Diretor de Engenharia da Scon Construção, Leandro Ceotto discorda. Tanto que trabalha, em parceria com a GEP, no empreendimento Reserva Natural Residencial, em Niterói, onde há cobertura e sistema de aquecimento solar. Segundo ele, o custo para quem compra os apartamentos fica em R$ 2 mil, ou pouco mais de 1% do valor de compra dos imóveis mais baratos. Ceotto explica que, como os equipamentos vêm ganhando eficiência, ocupam áreas cada vez menores.

- Poucas empresas usam este tipo de solução, pois em alguns casos o custo ainda é representativo. Seria muito interessante se o governo oferecesse algum tipo de incentivo - opina o diretor.

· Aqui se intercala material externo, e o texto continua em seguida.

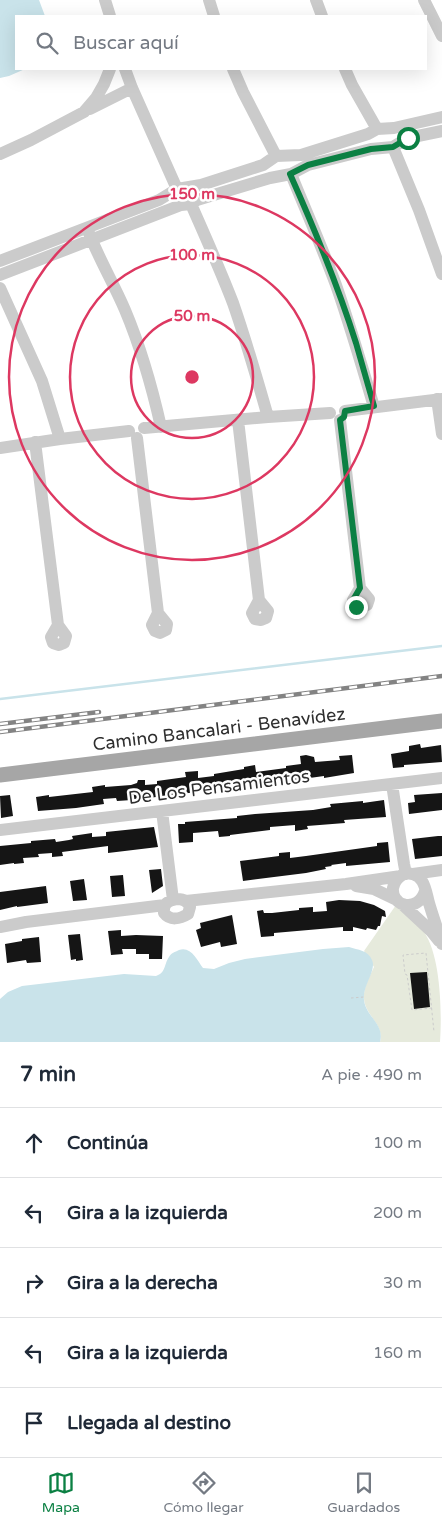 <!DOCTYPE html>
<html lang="es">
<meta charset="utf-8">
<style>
:root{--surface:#fff;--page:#f2f2f3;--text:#1f2937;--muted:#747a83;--line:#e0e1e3;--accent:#0b8043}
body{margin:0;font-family:"Varela Round",sans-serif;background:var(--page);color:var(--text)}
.stop{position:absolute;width:15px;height:15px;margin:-11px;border:4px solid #0b8043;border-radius:50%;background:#fff}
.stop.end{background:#0b8043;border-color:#fff;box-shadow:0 1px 5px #0008}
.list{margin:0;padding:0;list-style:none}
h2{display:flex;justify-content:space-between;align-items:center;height:65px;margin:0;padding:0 20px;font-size:21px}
h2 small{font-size:16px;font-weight:400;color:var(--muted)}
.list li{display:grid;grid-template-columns:32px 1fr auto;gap:15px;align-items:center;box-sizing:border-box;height:70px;padding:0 20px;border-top:1px solid var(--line)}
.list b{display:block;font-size:19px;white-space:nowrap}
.list em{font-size:16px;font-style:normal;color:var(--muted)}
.icon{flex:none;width:28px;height:28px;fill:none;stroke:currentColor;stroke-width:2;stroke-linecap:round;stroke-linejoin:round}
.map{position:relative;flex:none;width:442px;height:1042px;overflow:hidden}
.search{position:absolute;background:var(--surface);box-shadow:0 5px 20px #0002;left:15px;right:15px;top:15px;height:55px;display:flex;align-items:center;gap:12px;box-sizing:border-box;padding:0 18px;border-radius:0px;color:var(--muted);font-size:19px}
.sheet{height:415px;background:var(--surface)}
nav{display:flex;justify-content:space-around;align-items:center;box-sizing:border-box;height:70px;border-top:1px solid var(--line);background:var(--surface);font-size:14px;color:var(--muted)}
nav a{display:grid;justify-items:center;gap:2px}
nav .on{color:var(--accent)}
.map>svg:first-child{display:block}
.green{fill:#e6eadc}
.water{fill:#c9e3ea}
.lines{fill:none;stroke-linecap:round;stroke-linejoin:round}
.stream{stroke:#c9e3ea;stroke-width:2.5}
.building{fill:#151515}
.path{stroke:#cbcbcb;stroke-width:1;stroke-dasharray:2.5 2.5;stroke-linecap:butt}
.minor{stroke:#cbcbcb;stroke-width:12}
.major{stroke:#a6a6a6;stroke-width:15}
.rail-casing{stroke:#838383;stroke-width:4.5}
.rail{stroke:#fff;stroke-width:2.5;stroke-dasharray:8;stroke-linecap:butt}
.route{stroke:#0b8043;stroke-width:6}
.ring{fill:none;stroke:#dd3861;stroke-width:2.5}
.labels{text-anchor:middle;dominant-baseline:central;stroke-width:5;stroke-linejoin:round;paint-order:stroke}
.street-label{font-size:18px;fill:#2e2e2e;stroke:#fff}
.centre{fill:#dd3861;stroke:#fff;stroke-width:2.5}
.ring-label{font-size:15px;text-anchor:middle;font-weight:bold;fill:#dd3861;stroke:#fff;stroke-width:5;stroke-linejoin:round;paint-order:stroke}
</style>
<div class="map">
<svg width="442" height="1042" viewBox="0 0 442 1042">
<rect width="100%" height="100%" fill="#fff"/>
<!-- green -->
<path class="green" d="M396 905C405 913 417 922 424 932 441 956 442 1014 440 1042H380C385 1023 362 1015 364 994 365 984 370 976 374 967L364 951Z"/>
<!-- water -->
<path class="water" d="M0 0H39L45 16H16V69H25L9 76 0 78Z
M349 947C358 950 368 950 372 960 377 970 362 986 364 1000 366 1017 385 1024 380 1042H0V999L8 992 22 986 124 974 156 976C166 973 164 964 169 957 171 953 175 952 179 950 191 946 197 960 203 968L214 969 229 963 245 959 323 949Z"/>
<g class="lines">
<!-- stream -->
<path class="stream" d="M0 699 442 646"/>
</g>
<!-- building -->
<path class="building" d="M420 744 421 748 441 745 442 762 404 765V767L393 768 391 754 409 751V746Z
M306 755 314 757 315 762 340 760 339 756 352 755 354 773 324 778V776L295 780V779L273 783V784L266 785V783L247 786 246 784 221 787V789L132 800 117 801 116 798 103 799 104 804 76 808 38 811 36 797 49 795V797L93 792 92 787 105 785V787L131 785 137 783 138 780H145V785L157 784V781L186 777 185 772 198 771V778L214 776V774L244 769V767L255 765 256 772 286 768V766L301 764 300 756Z
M442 793V810L409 814 408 803 415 802 414 795Z
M10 795 13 816 1 818 0 796Z
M384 800 386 817 344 820 345 823 307 826 308 829 295 831V825L270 827V830L230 835V836L219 837 218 831 193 833V842L179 843 178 824H185V822L237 818V816L255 814 313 810 331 807 330 804 363 801V803Z
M154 827 158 847 108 853V846L62 852 63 856 52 857V853L38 854 39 857 23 858 24 863 14 864V863L0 865V846L31 843V841L55 839 56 842 69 840 73 839 72 836 92 833V837L106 836V832Z
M438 836H442V856L415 859 412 839Z
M388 842 390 862 346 866V863L331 865 332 866 325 867 326 869 306 873 243 881 240 861 279 856V853L290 852V858L306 856 377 846V843Z
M161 869 163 886 152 893 149 870Z
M123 875 125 896 112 897 110 876Z
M84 879 87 900 73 901 70 881Z
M46 886 48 903 17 907V906L0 910V892Z
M339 900 360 901 374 905 385 911 386 917 382 916 380 926H378L376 930 367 928 366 930 353 927V931H343V927L274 933V936L261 937 257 911 263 910 264 913H272L299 910V908L313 907V912L327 911 326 902Z
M232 915 237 944 221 947 220 942 201 947 196 930 201 928 200 923Z
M121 930V936L136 935 163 936 162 959H149V954H136V949H122L123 954 111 955 108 931Z
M80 934 83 960 76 961V959L71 960 68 935Z
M39 937 41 962 27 963 26 960 7 963 5 944 22 941V939Z
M427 972 430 1007 414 1009 410 973Z"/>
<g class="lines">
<!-- path -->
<path class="path" d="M351 998 364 997
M432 1008 412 1010 407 975 405 974 403 955 426 953 434 1032"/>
<!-- minor -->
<path class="minor" d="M105 0 110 16
M209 0 214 16
M316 0 322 16
M424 0 442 36
M125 69 132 88 177 189
M233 69 243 92 276 156
M345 69 352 85 377 129
M90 109 132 88
M393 147 419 210 442 274
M0 154 31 140 84 112 96 98 104 84 110 69
M291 174C306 211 322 247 336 285 350 325 362 366 374 407
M191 204C205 236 220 269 233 303 246 340 257 379 268 417
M89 233C99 259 114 284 125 310 141 348 152 387 161 427
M0 261 159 200 177 189 201 185 263 165 276 156 301 155 368 134 377 129 394 128 442 117
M0 275 181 205 191 204 197 200 270 178 291 174 308 165 371 149 393 147 408 138 442 131
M0 288 42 381 60 439
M437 399 442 434
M345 411 442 399
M238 420 259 600 252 613 255 619 261 620 266 618 268 611 259 600
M340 420 360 588 369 599 367 605 361 608 356 607 353 600 360 588
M144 428 268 417 330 413
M137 438 158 613 167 624 166 630 160 633 155 631 152 625 158 613
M35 442 58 625 66 636 64 643 59 645 53 643 51 637 58 625
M0 448 60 439 129 431
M392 784 404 864 406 874
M162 811 173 900
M0 830 442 778
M413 874 442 870
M356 886 374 889 397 900
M425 891C419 912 391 908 393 888 394 883 397 878 402 875 409 872 418 874 422 881 426 887 427 896 429 903 433 917 438 930 442 944
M177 899C183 899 188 901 190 907L188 914C180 919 170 921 164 913 163 903 168 901 177 899Z
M186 901 346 884 401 876
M402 904 431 931 439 941
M0 927 26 922 165 905"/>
<!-- major -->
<path class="major" d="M0 775 442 721"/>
<defs>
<path id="rail" d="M0 724 99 712
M0 732 442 676"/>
</defs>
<!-- rail casing -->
<use href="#rail" class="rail-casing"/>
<!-- rail -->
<use href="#rail" class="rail"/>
</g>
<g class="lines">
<!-- route -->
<path class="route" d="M356 607 353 600 360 588 340 420 344 417 345 411 374 406C368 385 362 364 356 343 338 286 315 230 290 174L308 165 371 149 393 147 408 138"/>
</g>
<!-- distance rings -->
<g class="ring">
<circle cx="192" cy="377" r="61"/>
<circle cx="192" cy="377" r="122"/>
<circle cx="192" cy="377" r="183"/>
</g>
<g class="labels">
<!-- street labels -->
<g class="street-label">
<text transform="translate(219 729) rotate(-7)">Camino Bancalari - Benavídez</text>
<text transform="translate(219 787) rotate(-7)">De Los Pensamientos</text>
</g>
</g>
<circle cx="192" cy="377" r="8" class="centre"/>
<g class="ring-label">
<text x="192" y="199">150 m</text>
<text x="192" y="260">100 m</text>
<text x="192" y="321">50 m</text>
</g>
</svg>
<div class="stop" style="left:408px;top:138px"></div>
<div class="stop end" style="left:356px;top:607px"></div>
<div class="search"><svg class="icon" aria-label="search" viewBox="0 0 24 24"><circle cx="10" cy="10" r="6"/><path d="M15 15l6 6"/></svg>Buscar aquí</div>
</div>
<section class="sheet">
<h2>7 min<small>A pie · 490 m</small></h2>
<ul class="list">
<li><svg class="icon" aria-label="ahead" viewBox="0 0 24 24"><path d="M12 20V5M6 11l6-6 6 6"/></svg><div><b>Continúa</b></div><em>100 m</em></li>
<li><svg class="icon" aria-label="left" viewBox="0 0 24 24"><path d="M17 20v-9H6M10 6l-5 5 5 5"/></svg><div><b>Gira a la izquierda</b></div><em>200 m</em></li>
<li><svg class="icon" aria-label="right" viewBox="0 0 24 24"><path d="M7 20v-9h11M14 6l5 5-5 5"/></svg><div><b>Gira a la derecha</b></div><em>30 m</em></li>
<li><svg class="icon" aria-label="left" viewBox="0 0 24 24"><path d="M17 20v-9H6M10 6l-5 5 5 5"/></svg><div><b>Gira a la izquierda</b></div><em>160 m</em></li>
<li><svg class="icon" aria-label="arrive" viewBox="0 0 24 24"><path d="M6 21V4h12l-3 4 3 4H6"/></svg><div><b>Llegada al destino</b></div></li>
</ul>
</section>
<nav>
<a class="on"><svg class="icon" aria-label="map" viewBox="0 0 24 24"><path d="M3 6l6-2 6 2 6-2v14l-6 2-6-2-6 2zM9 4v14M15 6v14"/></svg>Mapa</a>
<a><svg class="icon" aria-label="directions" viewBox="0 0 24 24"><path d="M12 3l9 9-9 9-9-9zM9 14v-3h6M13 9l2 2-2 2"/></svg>Cómo llegar</a>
<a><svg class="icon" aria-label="saved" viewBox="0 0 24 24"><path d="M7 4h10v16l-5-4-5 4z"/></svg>Guardados</a>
</nav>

Procurado, o Ministério de Minas e Energia informou que não há um programa nacional para o setor, mas várias políticas, como isenção do Imposto sobre Produtos Industrializados para os aparelhos de aquecimento solar. Segundo especialistas, a iniciativa mais importante do governo federal sobre o tema é a implantação do sistema em empreendimentos do Minha Casa Minha Vida. Segundo relatório da Caixa Econômica de 2012, há mais de 100 mil unidades contratadas que receberão o equipamento. A economia é de cerca de 30% por ano na conta de luz, em média R$ 190. Segundo Cunha, há casos de famílias que economizam R$ 50 por mês.

Hoje ainda há um importante número de brasileiros, cerca de 18%, sem nenhum meio de esquentar a água do banho. É possível que, à medida que mais pessoas troquem seus chuveiros elétricos por outras opções menos custosas, outro grupo compre o equipamento pela primeira vez. As previsões da EPE dizem que, nos próximos dez anos, o uso do equipamento deve cair apenas dois pontos percentuais, para 70% de penetração nos domicílios brasileiros - em ritmo mais lento que o congelador, um vilão deixado para trás desde a época do racionamento. Para isso, considera a expansão da rede de gás canalizado e uma maior penetração no mercado de sistemas de aquecimento solar.